**WHAT THE EXERCISE ASKS**: Your task is to copy every line below that contains the word "sans".

Start of GIVEN DATA

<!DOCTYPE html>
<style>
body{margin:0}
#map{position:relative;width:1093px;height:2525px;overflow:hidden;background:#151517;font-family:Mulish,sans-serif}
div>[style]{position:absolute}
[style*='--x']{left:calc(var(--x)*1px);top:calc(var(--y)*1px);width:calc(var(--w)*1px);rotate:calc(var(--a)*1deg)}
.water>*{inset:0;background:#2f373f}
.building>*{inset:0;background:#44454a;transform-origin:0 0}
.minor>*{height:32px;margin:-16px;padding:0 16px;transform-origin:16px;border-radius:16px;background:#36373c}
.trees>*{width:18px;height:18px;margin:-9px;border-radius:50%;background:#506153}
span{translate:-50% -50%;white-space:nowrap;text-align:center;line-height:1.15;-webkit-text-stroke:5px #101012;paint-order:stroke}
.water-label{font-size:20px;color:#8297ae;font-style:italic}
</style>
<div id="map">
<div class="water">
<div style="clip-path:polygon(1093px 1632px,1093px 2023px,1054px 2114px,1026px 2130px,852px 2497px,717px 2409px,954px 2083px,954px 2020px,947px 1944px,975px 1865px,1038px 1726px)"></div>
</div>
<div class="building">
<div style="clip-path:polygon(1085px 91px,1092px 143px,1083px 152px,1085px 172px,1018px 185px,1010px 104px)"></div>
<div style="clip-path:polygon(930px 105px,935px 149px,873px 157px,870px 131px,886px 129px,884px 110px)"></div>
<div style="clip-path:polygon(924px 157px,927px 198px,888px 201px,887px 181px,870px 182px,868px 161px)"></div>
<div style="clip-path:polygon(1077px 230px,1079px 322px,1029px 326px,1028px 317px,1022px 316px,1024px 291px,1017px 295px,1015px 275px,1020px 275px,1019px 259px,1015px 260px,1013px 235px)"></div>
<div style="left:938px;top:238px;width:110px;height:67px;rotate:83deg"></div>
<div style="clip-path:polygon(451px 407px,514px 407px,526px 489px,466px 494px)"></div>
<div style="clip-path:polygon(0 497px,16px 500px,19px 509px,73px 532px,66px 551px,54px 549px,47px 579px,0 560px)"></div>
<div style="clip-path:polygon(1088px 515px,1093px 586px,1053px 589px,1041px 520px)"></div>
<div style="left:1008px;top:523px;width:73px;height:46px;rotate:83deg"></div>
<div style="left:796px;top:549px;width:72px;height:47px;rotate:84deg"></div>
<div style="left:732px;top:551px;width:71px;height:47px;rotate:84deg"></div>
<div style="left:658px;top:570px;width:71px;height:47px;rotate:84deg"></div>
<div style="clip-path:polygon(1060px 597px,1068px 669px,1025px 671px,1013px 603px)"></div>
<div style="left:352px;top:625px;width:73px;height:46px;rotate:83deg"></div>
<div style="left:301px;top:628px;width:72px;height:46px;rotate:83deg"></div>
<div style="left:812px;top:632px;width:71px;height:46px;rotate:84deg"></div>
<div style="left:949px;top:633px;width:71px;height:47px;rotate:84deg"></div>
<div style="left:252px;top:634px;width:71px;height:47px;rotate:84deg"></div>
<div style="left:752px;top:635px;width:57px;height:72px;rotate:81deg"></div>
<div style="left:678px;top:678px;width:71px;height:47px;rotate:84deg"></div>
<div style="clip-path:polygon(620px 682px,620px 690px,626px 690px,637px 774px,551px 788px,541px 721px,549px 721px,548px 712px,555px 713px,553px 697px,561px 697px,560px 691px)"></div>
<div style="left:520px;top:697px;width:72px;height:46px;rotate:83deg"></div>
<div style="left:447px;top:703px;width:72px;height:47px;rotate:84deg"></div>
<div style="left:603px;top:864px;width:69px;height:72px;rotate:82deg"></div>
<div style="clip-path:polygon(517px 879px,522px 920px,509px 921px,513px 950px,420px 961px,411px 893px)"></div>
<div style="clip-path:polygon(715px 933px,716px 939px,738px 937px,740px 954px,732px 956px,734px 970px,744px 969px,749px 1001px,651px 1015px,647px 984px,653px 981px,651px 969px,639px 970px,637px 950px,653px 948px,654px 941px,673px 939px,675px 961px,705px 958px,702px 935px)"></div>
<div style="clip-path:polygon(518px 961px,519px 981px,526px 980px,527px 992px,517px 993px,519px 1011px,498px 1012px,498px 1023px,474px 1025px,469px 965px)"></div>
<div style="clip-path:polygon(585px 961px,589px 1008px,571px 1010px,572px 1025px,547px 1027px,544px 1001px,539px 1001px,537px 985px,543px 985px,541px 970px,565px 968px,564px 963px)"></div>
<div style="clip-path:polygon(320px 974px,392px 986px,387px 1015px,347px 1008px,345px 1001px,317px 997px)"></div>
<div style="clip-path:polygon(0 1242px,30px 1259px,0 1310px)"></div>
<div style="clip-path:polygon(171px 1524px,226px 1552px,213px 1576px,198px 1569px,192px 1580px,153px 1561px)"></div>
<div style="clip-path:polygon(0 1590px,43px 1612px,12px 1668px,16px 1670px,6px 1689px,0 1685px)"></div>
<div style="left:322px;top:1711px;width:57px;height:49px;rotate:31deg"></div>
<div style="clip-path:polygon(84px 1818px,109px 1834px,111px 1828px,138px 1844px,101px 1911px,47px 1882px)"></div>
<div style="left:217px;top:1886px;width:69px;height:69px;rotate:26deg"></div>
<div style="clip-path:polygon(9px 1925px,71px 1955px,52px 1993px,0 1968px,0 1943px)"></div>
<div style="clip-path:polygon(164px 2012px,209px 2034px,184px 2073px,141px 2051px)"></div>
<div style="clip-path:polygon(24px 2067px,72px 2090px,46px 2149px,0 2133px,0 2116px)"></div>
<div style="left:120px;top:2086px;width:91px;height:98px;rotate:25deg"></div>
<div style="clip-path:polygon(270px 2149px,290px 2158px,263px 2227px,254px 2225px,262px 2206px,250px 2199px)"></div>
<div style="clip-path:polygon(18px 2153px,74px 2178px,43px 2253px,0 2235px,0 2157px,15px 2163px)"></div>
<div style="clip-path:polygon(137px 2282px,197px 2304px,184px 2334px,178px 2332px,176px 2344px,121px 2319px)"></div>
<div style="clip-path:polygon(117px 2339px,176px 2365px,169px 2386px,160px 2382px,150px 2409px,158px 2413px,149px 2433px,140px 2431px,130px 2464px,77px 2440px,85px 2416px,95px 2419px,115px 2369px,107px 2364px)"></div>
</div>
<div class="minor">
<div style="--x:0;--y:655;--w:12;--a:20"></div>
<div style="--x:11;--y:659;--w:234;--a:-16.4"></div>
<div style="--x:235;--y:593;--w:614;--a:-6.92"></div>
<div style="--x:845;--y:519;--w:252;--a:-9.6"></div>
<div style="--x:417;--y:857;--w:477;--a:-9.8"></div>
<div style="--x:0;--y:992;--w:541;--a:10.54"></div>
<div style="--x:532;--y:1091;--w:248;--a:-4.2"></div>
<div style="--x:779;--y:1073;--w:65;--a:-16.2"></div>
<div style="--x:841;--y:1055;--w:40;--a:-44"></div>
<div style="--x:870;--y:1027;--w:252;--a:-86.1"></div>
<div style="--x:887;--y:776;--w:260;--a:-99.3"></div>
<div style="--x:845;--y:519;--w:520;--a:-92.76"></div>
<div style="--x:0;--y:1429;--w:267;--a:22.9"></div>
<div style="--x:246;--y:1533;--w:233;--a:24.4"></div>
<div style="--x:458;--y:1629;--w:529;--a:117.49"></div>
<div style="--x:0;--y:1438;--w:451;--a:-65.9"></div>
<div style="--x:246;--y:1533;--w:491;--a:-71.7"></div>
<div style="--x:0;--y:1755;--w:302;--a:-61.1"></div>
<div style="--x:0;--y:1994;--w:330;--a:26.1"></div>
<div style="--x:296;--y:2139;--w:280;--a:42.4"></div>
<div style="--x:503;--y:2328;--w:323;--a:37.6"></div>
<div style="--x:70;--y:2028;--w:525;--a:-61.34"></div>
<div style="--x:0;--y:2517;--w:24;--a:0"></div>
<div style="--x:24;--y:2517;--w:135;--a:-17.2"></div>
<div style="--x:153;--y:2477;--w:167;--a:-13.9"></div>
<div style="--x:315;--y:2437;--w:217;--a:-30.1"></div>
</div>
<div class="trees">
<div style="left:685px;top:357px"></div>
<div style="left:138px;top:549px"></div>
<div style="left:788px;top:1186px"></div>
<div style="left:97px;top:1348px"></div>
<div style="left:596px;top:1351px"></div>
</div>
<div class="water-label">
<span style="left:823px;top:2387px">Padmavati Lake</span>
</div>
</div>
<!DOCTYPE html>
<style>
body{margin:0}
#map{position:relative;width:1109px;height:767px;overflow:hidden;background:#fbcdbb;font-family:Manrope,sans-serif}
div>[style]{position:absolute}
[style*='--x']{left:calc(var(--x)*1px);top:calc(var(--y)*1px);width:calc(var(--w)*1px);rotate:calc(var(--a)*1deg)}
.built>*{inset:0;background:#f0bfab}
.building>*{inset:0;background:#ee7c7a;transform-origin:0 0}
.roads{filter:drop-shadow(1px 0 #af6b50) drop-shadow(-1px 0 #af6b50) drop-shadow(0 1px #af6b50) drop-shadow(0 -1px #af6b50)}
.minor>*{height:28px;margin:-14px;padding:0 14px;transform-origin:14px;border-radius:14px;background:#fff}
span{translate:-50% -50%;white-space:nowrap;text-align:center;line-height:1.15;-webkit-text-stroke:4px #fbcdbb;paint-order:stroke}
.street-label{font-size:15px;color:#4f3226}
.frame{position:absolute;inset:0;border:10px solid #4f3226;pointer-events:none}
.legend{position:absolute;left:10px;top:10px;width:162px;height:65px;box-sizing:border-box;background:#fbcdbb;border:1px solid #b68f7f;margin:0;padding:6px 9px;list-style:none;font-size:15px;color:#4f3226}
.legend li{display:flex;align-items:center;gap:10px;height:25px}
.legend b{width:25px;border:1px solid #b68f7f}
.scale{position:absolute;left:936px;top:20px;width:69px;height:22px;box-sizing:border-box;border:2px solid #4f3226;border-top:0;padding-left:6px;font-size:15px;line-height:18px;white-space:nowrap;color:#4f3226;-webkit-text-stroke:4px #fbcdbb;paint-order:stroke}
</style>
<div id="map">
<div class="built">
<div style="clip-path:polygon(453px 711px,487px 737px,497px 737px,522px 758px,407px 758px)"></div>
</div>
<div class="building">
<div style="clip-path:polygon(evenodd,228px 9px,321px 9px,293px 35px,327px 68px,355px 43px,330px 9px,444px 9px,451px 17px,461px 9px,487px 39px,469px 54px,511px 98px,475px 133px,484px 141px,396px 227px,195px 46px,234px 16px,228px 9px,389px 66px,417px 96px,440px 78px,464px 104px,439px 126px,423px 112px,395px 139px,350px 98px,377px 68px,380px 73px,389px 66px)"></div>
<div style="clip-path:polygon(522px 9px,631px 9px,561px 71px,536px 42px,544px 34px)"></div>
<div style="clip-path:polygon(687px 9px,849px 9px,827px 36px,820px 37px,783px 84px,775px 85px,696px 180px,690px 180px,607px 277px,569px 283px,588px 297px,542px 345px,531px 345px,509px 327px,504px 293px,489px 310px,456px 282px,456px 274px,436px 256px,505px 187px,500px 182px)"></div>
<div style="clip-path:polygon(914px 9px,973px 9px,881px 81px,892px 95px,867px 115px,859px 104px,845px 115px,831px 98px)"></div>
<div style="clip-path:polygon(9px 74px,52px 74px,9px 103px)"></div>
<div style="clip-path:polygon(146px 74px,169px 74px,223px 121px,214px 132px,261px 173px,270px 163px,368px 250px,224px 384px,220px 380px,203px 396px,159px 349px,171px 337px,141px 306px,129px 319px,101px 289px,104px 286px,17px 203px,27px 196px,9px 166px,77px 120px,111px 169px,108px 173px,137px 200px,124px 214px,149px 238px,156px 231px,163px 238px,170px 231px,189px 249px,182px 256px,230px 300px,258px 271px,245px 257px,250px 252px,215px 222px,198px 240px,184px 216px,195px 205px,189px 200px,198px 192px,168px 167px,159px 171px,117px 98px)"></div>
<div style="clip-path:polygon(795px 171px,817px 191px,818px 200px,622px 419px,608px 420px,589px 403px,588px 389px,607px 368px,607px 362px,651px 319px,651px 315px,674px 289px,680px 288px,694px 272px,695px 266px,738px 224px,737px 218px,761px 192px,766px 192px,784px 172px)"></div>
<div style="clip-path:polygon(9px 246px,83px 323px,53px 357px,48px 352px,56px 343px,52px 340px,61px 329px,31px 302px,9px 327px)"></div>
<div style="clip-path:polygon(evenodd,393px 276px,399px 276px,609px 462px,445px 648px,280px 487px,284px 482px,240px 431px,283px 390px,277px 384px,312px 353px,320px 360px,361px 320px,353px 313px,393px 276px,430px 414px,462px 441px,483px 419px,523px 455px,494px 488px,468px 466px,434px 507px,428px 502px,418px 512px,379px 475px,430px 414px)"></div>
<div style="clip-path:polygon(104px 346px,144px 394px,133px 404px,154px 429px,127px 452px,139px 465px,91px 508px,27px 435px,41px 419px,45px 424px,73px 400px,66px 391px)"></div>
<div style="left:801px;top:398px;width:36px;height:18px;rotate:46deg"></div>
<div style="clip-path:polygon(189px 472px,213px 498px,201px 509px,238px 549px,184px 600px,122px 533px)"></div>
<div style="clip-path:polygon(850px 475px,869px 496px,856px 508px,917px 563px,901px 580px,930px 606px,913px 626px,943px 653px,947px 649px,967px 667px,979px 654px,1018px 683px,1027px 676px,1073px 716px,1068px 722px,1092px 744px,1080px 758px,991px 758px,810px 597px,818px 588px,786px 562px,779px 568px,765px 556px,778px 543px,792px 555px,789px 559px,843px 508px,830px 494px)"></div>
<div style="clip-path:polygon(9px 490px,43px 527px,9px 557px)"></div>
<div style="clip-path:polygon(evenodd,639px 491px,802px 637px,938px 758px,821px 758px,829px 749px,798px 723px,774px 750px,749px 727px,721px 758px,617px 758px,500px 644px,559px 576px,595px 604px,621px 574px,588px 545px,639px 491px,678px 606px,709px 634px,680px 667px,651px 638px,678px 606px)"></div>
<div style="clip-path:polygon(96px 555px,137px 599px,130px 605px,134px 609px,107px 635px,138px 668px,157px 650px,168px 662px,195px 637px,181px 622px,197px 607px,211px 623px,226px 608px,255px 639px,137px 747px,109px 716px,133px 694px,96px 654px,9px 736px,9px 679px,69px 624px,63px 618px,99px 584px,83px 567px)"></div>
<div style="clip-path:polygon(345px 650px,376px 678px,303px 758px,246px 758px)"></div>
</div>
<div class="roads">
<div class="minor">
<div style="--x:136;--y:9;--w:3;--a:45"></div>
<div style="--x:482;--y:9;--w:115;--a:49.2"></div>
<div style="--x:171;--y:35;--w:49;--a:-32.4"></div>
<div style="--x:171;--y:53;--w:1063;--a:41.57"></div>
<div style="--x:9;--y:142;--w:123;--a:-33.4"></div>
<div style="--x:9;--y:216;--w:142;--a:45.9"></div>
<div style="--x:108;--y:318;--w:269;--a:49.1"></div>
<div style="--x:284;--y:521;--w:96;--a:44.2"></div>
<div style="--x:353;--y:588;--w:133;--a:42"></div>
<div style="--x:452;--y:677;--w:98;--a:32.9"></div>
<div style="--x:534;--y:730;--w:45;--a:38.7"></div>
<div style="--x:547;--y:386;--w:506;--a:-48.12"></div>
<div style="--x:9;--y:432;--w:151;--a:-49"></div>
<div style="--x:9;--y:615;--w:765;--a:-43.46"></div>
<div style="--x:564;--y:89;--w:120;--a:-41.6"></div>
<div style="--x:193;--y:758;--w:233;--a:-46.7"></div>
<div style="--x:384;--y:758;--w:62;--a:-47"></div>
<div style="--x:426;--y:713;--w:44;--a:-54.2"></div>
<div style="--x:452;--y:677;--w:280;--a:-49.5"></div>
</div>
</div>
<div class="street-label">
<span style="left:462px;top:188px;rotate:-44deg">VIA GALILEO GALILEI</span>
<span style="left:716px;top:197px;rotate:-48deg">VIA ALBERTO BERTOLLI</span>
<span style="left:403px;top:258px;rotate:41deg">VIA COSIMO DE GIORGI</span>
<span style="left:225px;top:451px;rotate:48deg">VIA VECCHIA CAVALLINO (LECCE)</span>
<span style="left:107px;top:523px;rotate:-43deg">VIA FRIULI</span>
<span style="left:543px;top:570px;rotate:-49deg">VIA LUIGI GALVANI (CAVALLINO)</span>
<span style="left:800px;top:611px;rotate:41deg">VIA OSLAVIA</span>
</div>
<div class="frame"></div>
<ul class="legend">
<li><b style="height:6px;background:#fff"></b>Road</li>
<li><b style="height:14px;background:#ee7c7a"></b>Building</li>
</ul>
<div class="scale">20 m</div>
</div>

End of GIVEN DATA

**TASK SOLUTION**:
#map{position:relative;width:1093px;height:2525px;overflow:hidden;background:#151517;font-family:Mulish,sans-serif}
#map{position:relative;width:1109px;height:767px;overflow:hidden;background:#fbcdbb;font-family:Manrope,sans-serif}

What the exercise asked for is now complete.